Mckinsey's findings are likely to be of interest to the asset finance industry, in which a clear divide has opened up between 'traditional' companies who may have dipped a toe in the water but have not fully taken the plunge into digitalisation, and those who describe themselves as ‘progressive’, with a commitment to digital working throughout.
This divide was studied by Alfa in their latest Digital Directions Research report which found that while 92.5% of progressive asset finance companies agree their organisation has a clearly defined coherent digital strategy that is aligned with the overall corporate objectives, only half (50%) of traditional companies can say the same.
The majority of respondents to Alfa’s survey agreed that a major challenge is the need to recruit staff with different skills to take them on their digital journey.
The majority of respondents to Alfa’s survey agreed that a major challenge is the need to recruit staff with different skills to take them on their digital journey. Both progressive and traditional companies indicated that they had done this. The fleet sector has taken the lead (100% looking for specific expertise), demonstrating its strong commitment to adopting digital solutions wherever possible, ahead of equipment (64%) and retail (87%).
However, none of the respondents have found it an easy process, with 44% finding it ‘hard’ and 30% ‘very hard’ to recruit staff with the new skills needed.
Andy Follows, Managing Director of Aquilae, a former CEO of Tesla Financial Services, and one of the interviewees for the research, did not mince his words when he said, ‘The change of pace today is cruel.There are a large number of people in the workforce who are finding themselves displaced – too old to be digital natives and too young for retirement. Closing the subsequent skills gap is the big issue facing our industry and must be addressed holistically.’
Finding people with critical technical skills for a specific project is part of what’s needed and Alfa’s research showed that can be challenging as asset finance companies are competing head on with a host of other employers looking for tech talent.
That’s only a part of the story, though. Companies need to think much more broadly, about how they foster an environment that encourages innovation and supports them to find ways to make digitalisation work for them.
This can include looking for third party providers or partners they can work with. BMW Group Financial Services, for instance, has run innovation lab workshops in both the UK and US, challenging young startup operations to find new ways to use technology. In the US, this saw blockchain startup Bloom working on a solution to streamline auto customers’ journey and lending experience.
Bloom uses public-private key encryption underpinning blockchain technology to verify customer identity and to attest to the accuracy of credit history without storing raw customer data on the servers. This means individuals can secure their data on their local device and apply for credit without exposing that data to risk, which Bloom says will provide a faster and easier-to-use onboarding experience.
Such initiatives bring in a fresh perspective from outside to focus on processes. But there is also in-house expertise to be mined, by finding ways to encourage those inside the organisation to become innovative.
However, retraining and refocusing existing staff takes time.
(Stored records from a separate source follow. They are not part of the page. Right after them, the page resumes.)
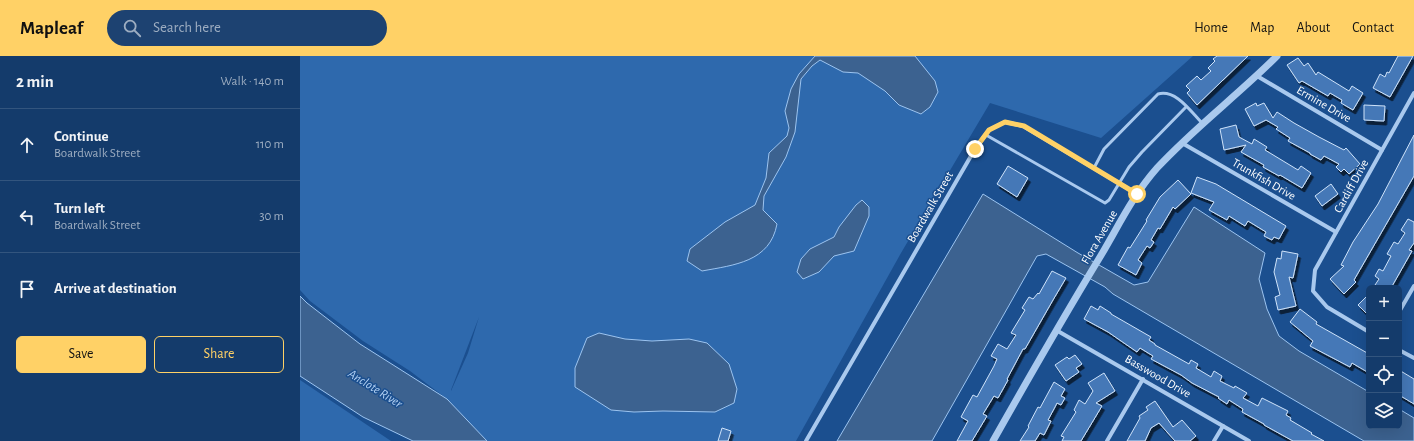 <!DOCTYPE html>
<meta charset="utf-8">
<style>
:root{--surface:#143b6b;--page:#1d4271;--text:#f1f3f6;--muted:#9dadc1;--line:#33557e;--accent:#ffd166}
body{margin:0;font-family:"Alegreya Sans",sans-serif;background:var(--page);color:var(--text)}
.controls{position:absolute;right:12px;bottom:12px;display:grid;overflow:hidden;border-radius:6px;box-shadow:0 4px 16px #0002}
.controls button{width:36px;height:36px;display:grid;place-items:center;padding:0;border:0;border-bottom:1px solid var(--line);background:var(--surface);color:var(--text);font:20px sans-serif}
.stop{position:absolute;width:12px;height:12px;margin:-9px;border:3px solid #ffd166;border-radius:50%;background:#fff}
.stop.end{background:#ffd166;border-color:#fff;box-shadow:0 1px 4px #0008}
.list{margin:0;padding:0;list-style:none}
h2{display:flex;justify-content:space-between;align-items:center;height:52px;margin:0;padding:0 16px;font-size:17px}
h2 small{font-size:13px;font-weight:400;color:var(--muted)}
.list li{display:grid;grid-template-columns:26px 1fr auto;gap:12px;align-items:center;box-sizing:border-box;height:72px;padding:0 16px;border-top:1px solid var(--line)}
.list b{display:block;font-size:15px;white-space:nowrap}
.list p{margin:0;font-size:13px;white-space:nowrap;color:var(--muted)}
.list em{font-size:13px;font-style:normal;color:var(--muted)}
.actions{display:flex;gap:8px;padding:12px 16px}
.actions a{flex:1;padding:9px 0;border:1px solid var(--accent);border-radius:6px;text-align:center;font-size:14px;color:var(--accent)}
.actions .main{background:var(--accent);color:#111}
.icon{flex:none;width:22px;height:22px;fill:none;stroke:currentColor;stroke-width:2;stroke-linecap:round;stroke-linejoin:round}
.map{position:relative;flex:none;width:1114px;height:385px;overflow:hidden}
header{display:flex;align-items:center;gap:24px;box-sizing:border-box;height:56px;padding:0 20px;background:var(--accent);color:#111}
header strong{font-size:19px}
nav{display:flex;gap:22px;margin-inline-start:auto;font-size:14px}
.search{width:280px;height:36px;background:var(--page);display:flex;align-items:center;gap:10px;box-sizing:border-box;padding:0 14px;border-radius:22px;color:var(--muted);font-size:15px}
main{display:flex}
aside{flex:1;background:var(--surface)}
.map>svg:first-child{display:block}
</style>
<header>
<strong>Mapleaf</strong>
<div class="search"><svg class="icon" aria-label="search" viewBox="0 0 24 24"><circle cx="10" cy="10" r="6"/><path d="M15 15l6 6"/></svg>Search here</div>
<nav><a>Home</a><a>Map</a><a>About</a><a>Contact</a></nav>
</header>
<main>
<aside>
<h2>2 min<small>Walk · 140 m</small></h2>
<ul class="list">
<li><svg class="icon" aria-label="ahead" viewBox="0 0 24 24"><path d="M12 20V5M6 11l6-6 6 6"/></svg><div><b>Continue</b><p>Boardwalk Street</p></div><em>110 m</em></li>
<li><svg class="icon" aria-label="left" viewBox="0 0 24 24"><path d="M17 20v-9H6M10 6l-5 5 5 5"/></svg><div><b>Turn left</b><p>Boardwalk Street</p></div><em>30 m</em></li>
<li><svg class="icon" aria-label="arrive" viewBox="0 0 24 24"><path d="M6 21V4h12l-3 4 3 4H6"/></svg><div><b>Arrive at destination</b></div></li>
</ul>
<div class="actions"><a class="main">Save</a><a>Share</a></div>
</aside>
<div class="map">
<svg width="1114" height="385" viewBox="0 0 1114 385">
<defs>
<filter id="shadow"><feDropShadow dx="2.5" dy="4" stdDeviation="0" flood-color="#0009"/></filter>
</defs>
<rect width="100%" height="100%" fill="#1b4f8f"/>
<!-- green -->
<g fill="#2e69ad" fill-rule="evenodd">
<path d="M 0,0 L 893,0 L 801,82 L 690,47 L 601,197 L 496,385 L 187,385 L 147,343 L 110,315 L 63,285 L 10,245 L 0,234 ZM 179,261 L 168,297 L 151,335 L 151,334 Z"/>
<path d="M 0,324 L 91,385 L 0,385 Z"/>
</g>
<!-- water -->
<g fill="#3c6290" stroke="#9cc4f0">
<path d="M 515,0 L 615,0 L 635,25 L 638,36 L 630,51 L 621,58 L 599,49 L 585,35 L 558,17 L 543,16 L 520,4 L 512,10 L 501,23 L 495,76 L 486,101 L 464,140 L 463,154 L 477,168 C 470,206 434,209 402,215 L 387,205 L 390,193 L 425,166 L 455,149 L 466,122 L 469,97 L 487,80 L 489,72 L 485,55 L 491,33 L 499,18 Z"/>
<path d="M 683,138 L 778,197 L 834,229 L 848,226 L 894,151 L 965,197 L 959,223 L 967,253 L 979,280 L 999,295 L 1069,336 L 1069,370 L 1099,370 L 1099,353 L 1114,362 L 1114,385 L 1064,385 L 813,238 L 805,231 L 746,198 L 737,200 L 632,385 L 537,385 Z"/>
<path d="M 562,144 L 569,151 L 569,160 L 554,195 L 534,200 L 519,216 L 503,223 L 497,216 L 501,203 L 510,193 L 534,181 L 539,171 L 556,149 Z"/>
<path d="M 0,240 L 7,247 L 60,288 L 147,343 L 187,385 L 113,385 L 63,361 L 0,320 Z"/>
<path d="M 299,277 L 325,283 L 352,285 L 389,283 L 407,287 L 429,308 L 437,333 L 434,347 L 415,356 L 363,355 L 334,356 L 311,354 L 275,331 L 275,312 L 287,282 Z"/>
</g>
<!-- building -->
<g fill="#4478b7" stroke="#cfe3fa" filter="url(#shadow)">
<path d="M 917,0 L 948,0 L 897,49 L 887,37 L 890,34 L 886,30 L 897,20 L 901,24 L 911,15 L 908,12 L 915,5 L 913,3 Z"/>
<path d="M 1098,0 L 1113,0 L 1090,41 L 1073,32 L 1080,18 L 1085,21 L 1087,16 L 1089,17 Z"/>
<path d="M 998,2 L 1004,10 L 1008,7 L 1016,19 L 1018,16 L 1049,35 L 1052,30 L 1063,37 L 1053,54 L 1041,47 L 1042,44 L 1030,37 L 1028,40 L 1002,25 L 999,27 L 987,9 Z"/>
<path d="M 956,47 L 957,50 L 964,47 L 973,62 L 977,56 L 994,67 L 1019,81 L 1044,94 L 1046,92 L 1060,108 L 1049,118 L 1044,113 L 1041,116 L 1036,111 L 1039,108 L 1024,100 L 1021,104 L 1010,98 L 1010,97 L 988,85 L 990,82 L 976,73 L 978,71 L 966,64 L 954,70 L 945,53 Z"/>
<path d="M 1064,49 L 1085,50 L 1084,65 L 1064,64 Z"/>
<path d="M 936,69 L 939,81 L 952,88 L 954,83 L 967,91 L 965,94 L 998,114 L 1001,110 L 1011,117 L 1002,132 L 980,119 L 979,120 L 963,111 L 964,109 L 941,96 L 946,89 L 924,94 L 920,73 Z"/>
<path d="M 1114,79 L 1114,120 L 1054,224 L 1056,226 L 1044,238 L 1030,223 L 1044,210 L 1041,209 L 1053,186 L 1078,148 Z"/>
<path d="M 708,110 L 728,122 L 717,141 L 697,128 Z"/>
<path d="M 897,121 L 916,128 L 986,170 L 979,183 L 974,181 L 972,184 L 964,180 L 966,176 L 948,165 L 945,170 L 929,160 L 927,164 L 909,154 L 914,146 L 891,137 Z"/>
<path d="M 878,124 L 891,138 L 875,153 L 873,151 L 860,173 L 858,172 L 851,184 L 854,186 L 850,192 L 847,190 L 838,204 L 842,207 L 836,219 L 818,209 L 828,191 L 830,192 L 847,165 L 846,164 L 860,141 Z"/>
<path d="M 1031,128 L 1038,138 L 1022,150 L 1015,140 Z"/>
<path d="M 1108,163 L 1114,166 L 1114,187 L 1109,194 L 1112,195 L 1091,232 L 1079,232 L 1075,229 L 1079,223 L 1075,220 L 1079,213 L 1083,215 L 1091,200 L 1087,198 L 1094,186 L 1098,188 L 1105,177 L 1101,174 Z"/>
<path d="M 982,195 L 998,198 L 993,222 L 989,221 L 996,250 L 978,254 L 975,241 L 980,239 L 974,216 L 977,202 L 981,203 Z"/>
<path d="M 752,215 L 766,222 L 753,244 L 725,293 L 723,293 L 707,323 L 708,324 L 698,342 L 694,340 L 683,358 L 687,360 L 672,385 L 657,385 L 668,365 L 661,361 L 673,339 L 677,341 L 694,310 L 697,303 L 691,300 L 698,288 L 707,293 L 716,279 L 711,277 L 725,254 L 722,252 L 729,241 L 733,243 L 738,237 L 739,238 Z"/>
<path d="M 1069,238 L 1069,260 L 1058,249 Z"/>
<path d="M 791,250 L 798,254 L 800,250 L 811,257 L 811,258 L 851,281 L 849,284 L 855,288 L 855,289 L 889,308 L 891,304 L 898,308 L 896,312 L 911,321 L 914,315 L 922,320 L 920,325 L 934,332 L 935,330 L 947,337 L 943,342 L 958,350 L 962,342 L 988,355 L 986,359 L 991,362 L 990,364 L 1012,377 L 1011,378 L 1024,385 L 993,385 L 964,369 L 964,368 L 942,356 L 943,353 L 929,344 L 927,348 L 918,342 L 919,341 L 892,327 L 881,319 L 851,303 L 853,300 L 840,292 L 837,296 L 808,276 L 784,263 Z"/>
<path d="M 1000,253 L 1017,266 L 1016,268 L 1069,298 L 1069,317 L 1052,307 L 1050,311 L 1010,290 L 1013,285 L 990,266 Z"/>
<path d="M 775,299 L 782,308 L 776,312 L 779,316 L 766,325 L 755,309 L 767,301 L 769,303 Z"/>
<path d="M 1099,314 L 1114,323 L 1114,348 L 1099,339 Z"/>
<path d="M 804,317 L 815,335 L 796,347 L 802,350 L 781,385 L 762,385 L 764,381 L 761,380 L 776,356 L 774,354 L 779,344 L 785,348 L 793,335 L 788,327 Z"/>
<path d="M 754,326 L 765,333 L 761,340 L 765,342 L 761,349 L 757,347 L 755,351 L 748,364 L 751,365 L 744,379 L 740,377 L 735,385 L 720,385 L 729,371 L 728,370 L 738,351 L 740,352 Z"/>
<path d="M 855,345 L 873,371 L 882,364 L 896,380 L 890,385 L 875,385 L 859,367 L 851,372 L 845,385 L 827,385 L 840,362 L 839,360 L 848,354 L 846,351 Z"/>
<path d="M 422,372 L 431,375 L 428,385 L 418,385 Z"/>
</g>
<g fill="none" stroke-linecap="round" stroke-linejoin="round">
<!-- service -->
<g stroke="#a9c9ee" stroke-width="3">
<path d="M 686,79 L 805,147 L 809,144 L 829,111 L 842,96 L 886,51"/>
<path d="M 794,112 L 804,93 L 858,38 C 876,33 891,56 902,67"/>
</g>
<!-- minor -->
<g stroke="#a9c9ee" stroke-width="4">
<path d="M 957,20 L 1082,94"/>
<path d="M 882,87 L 1036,176"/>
<path d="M 1099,256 L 1114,230"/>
<path d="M 756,274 L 949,385"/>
<path d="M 1069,276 L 1027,251 L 1013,235 L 1015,214 L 1114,37"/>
<path d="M 1099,294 L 1114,302"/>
<path d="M 506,385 L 675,93 L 689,74 L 705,66 L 723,70 L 837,138"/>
<path d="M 807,385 L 843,323"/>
<path d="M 914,385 L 923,370"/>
</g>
<!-- tertiary -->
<path stroke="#a9c9ee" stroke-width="7" d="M 693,385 C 728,323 763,262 800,201 C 818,171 833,139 857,112 C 894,72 938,39 977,0"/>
</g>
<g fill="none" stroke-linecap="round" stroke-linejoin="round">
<!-- route -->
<path stroke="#ffd166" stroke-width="5" d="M 675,93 L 689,74 L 705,66 L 724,70 L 837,138"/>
</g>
<g text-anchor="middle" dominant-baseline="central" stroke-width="3" stroke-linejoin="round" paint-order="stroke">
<!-- street labels -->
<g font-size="12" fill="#fff" stroke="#1b4f8f">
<text transform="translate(1024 48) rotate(30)">Ermine Drive</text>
<text transform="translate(964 123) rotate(30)">Trunkfish Drive</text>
<text transform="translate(1051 130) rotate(-61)">Cardiff Drive</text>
<text transform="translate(630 151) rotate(-60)">Boardwalk Street</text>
<text transform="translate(799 181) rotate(-60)">Flora Avenue</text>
<text transform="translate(858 320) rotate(30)">Basswood Drive</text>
</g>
<!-- water labels -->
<g font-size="13" font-style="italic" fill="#b5d3f5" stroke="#1b4f8f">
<text transform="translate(75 333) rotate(32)">Anclote River</text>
</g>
</g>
</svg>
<div class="controls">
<button>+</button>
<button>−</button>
<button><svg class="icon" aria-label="locate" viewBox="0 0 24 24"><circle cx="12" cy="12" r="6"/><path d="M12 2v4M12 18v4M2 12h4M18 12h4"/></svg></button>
<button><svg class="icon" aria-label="layers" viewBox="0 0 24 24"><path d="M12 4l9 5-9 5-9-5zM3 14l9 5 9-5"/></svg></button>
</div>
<div class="stop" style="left:837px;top:138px"></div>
<div class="stop end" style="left:675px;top:93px"></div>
</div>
</main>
Alfa’s research also highlighted that many companies are overlooking a critical resource. They asked if finding technology partners in the sector can help bridge the skills gap instead, but only 34% of respondents reported that they had adopted this approach. That means two-thirds are failing to look at a readily-available source of critical skills.
Steve Taplin, Alfa’s Chief Digital Officer explains: ‘Digitalisation is about creating an ecosystem around the company. IT partners can help the process of digitalisation by highlighting the possibilities for innovation and helping to build end-to-end solutions across all of their current processes and products.’